Start of Block

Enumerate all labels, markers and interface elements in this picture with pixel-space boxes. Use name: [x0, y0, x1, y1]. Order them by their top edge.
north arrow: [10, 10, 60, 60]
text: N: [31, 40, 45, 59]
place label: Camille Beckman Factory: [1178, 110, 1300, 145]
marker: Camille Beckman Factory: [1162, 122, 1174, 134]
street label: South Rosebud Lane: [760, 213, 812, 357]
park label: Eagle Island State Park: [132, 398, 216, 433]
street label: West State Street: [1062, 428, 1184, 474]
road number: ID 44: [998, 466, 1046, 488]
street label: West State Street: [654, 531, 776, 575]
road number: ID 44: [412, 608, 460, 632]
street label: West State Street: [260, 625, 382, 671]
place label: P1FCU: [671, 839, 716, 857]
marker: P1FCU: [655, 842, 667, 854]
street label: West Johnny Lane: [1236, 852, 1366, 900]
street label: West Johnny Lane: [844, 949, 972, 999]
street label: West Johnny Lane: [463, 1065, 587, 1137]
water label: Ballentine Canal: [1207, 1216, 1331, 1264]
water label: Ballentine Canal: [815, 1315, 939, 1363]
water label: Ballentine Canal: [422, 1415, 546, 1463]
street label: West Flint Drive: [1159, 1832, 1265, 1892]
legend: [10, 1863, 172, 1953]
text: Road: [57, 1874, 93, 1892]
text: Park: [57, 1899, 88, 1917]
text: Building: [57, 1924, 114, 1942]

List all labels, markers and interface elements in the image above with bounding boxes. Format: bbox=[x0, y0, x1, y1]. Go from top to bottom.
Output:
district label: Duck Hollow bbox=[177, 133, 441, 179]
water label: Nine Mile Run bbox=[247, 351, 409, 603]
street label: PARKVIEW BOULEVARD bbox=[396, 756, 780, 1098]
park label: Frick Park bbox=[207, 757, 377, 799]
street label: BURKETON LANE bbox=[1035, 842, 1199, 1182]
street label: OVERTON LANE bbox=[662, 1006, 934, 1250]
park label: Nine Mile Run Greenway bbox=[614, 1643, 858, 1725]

End of Block

### EXERCISE REQUIREMENTS:
Please set down exactly the lines running from the one with "List all labels, markers" to the last line of the entries above, both of them included, and no others.

### RESPONSE:
List all labels, markers and interface elements in the image above with bounding boxes. Format: bbox=[x0, y0, x1, y1]. Go from top to bottom.
Output:
district label: Duck Hollow bbox=[177, 133, 441, 179]
water label: Nine Mile Run bbox=[247, 351, 409, 603]
street label: PARKVIEW BOULEVARD bbox=[396, 756, 780, 1098]
park label: Frick Park bbox=[207, 757, 377, 799]
street label: BURKETON LANE bbox=[1035, 842, 1199, 1182]
street label: OVERTON LANE bbox=[662, 1006, 934, 1250]
park label: Nine Mile Run Greenway bbox=[614, 1643, 858, 1725]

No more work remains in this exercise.